Unlike hundreds of thousands of Chinese students, Chen Chaoyi never worried about school entrance examinations.
The 23-year-old Shanghai native graduated from Fudan University in 2011, and quickly found a good job.
"Nearly all of my friends from primary school stayed with me till high school," Chen said, adding that about 25 percent moved on after high school. "They may have had alternatives, such as transferring to better schools or going to study overseas," he said, adding that one or two of his primary school classmates were among those who dropped out.
About 80 percent of his high school classmates ended up at well-respected universities, with dozens going to prestigious establishments such as Fudan and Shanghai Jiaotong, and a few even making it to Peking and Tsinghua universities, China's best schools.
Chen had never attended an evening class before his last year in high school, but at around 40 minutes each, the sessions weren't arduous.
In addition to the gaokao, the national university entrance exam, Chen took a test organized by Fudan University in Shanghai after the first semester of his last year in high school.
"The exam was taken mostly by Shanghai students at that time. Thousands of us took the exam and they admitted 500," Chen said.
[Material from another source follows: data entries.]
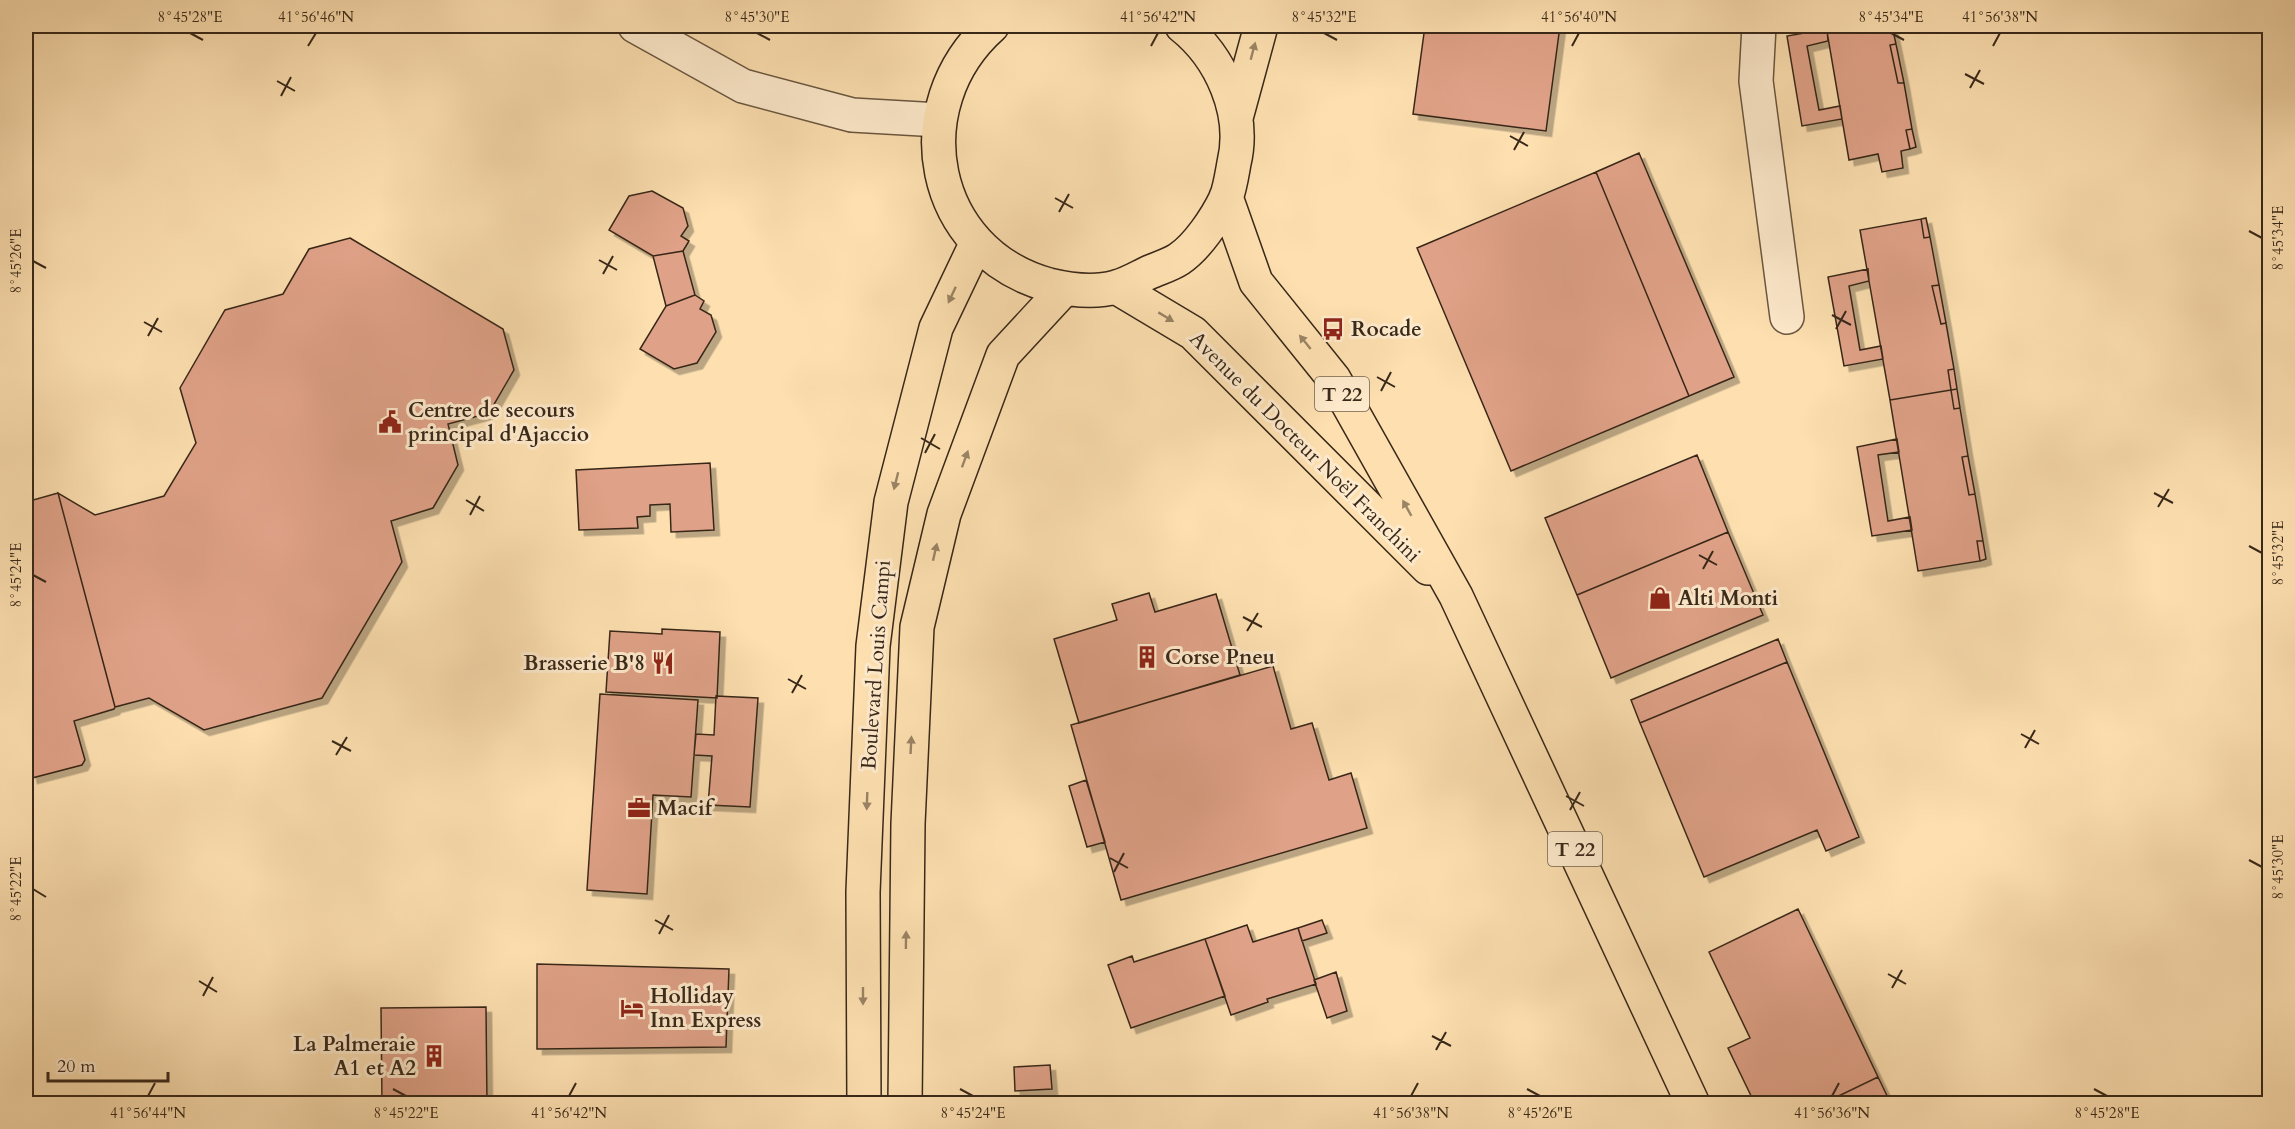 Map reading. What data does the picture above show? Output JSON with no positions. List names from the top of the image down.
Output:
{
  "streets": {
    "main road": ["T 22", "Avenue du Docteur Noël Franchini", "Boulevard Louis Campi"]
  },
  "places": {
    "bus stop": ["Rocade"],
    "public building": ["Centre de secours principal d'Ajaccio"],
    "shop": ["Alti Monti"],
    "building": ["Corse Pneu", "La Palmeraie A1 et A2"],
    "restaurant": ["Brasserie B'8"],
    "office": ["Macif"],
    "hotel": ["Holliday Inn Express"]
  },
  "scale_bar": "20 m",
  "coordinates": [
    "8°45'28\"E",
    "41°56'46\"N",
    "8°45'30\"E",
    "41°56'42\"N",
    "8°45'32\"E",
    "41°56'40\"N",
    "8°45'34\"E",
    "41°56'38\"N",
    "8°45'26\"E",
    "8°45'24\"E",
    "8°45'22\"E",
    "41°56'44\"N",
    "41°56'36\"N"
  ]
} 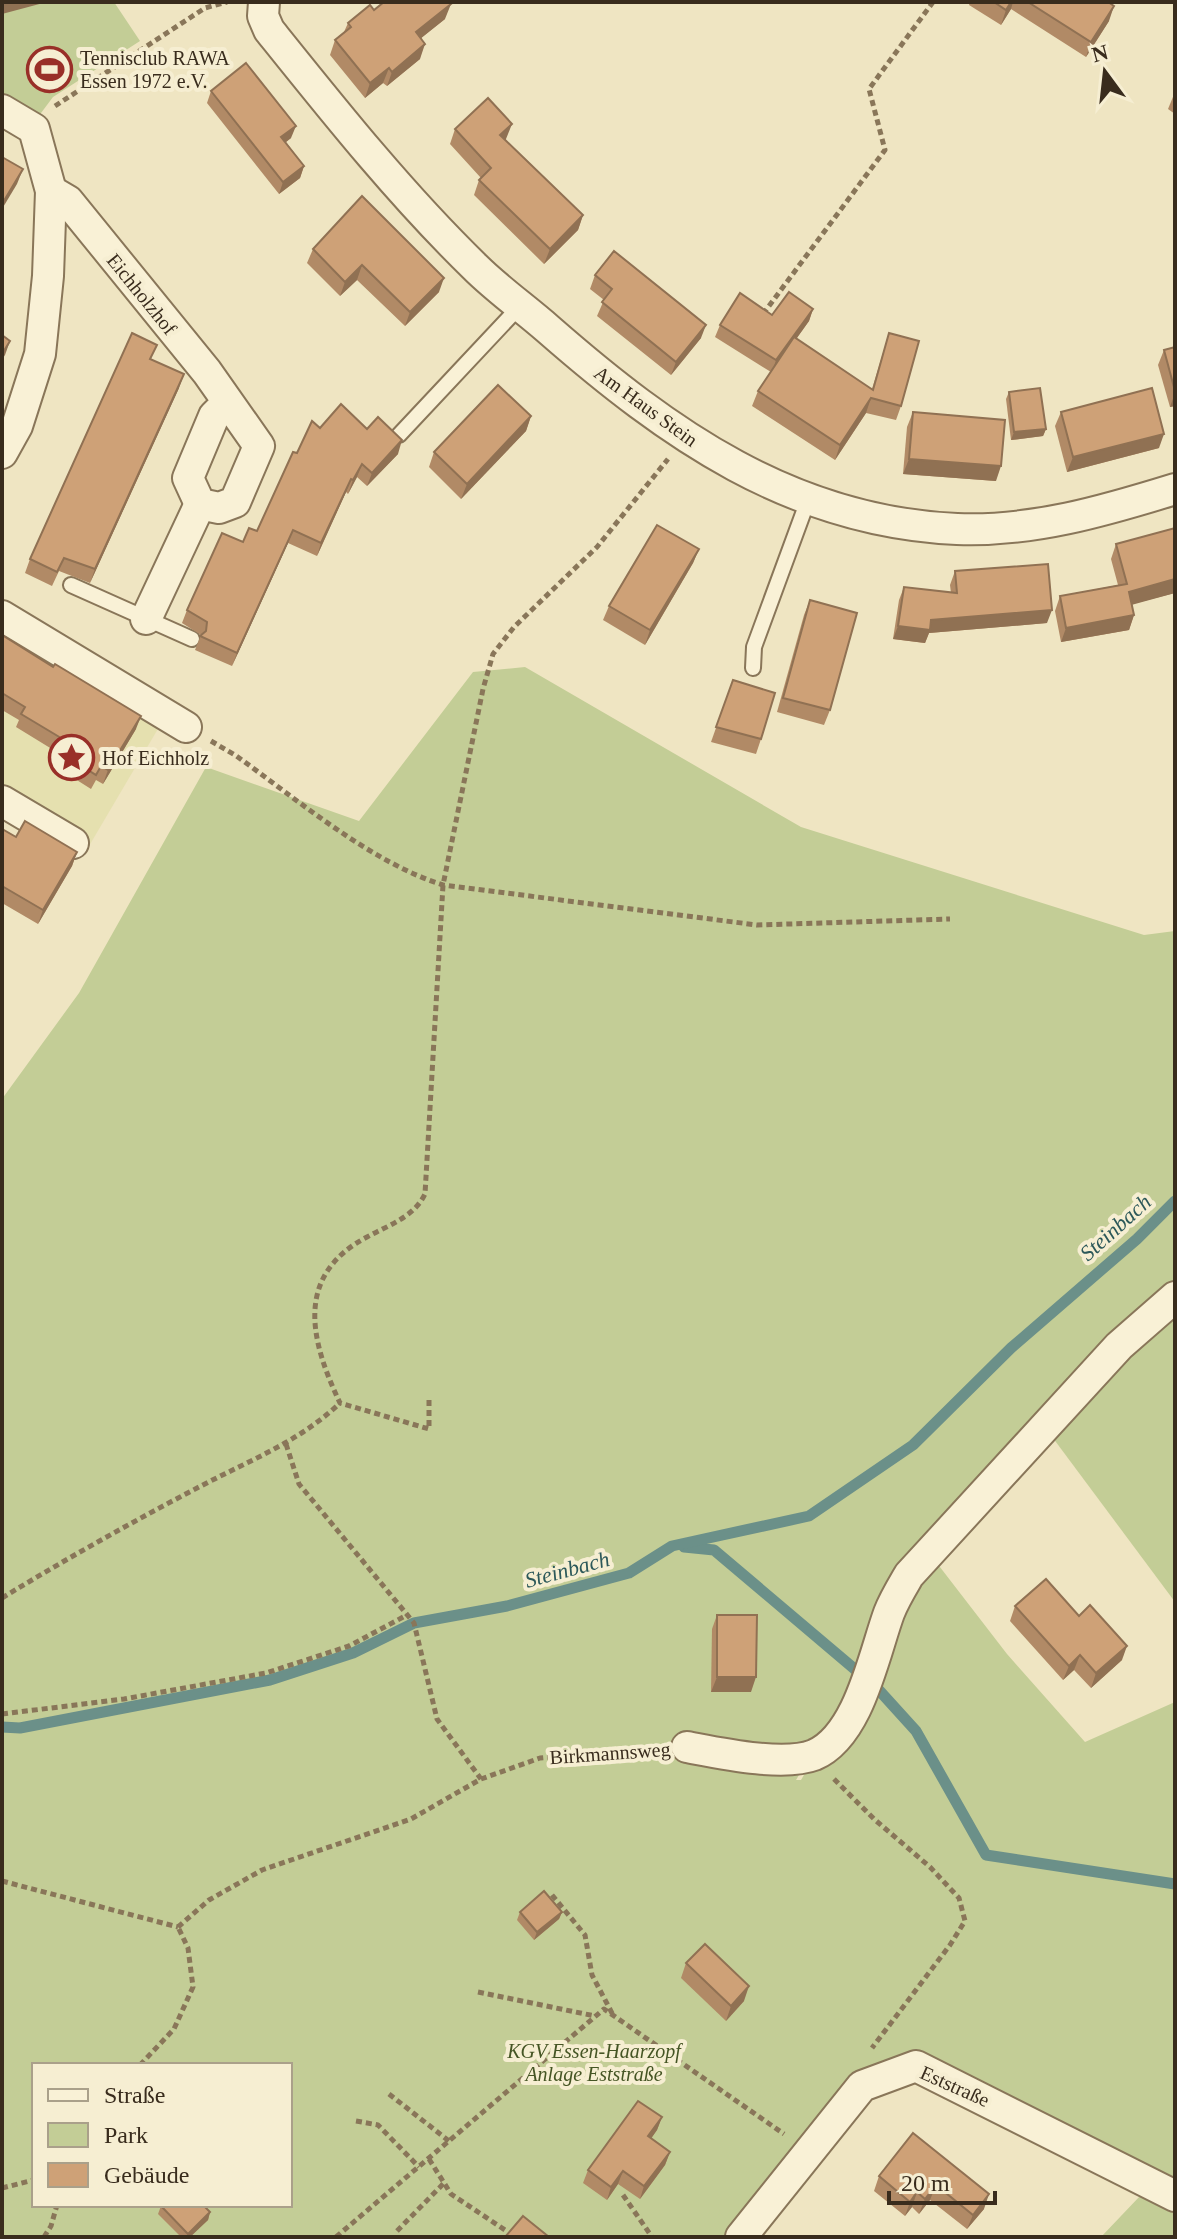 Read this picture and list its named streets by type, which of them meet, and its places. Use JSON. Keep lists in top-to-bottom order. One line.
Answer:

Those who were admitted to Fudan gained preferential treatment in the gaokao: "We were admitted even if we recorded poor results." In the event, he scored 520 points out of a possible 630 in the gaokao, but was still dissatisfied.
"I studied halfheartedly during the second semester of the last year (in high school)," he said, adding that to gain admission to Fudan, his classmates from other provinces usually had to be among the top 100 in the gaokao.
The Fudan exam was tough, and included questions on Chinese literature, math, English, history, geography, political science, physics, chemistry, biology and computer science. "I'd thought my knowledge base was wide, but I still found it very difficult," Chen said.
Chen is from a middle-class family, and his parents often took him traveling when he was a child.
"Extensive reading and traveling have widened my horizons, and better prepared me for exams such as that," he said.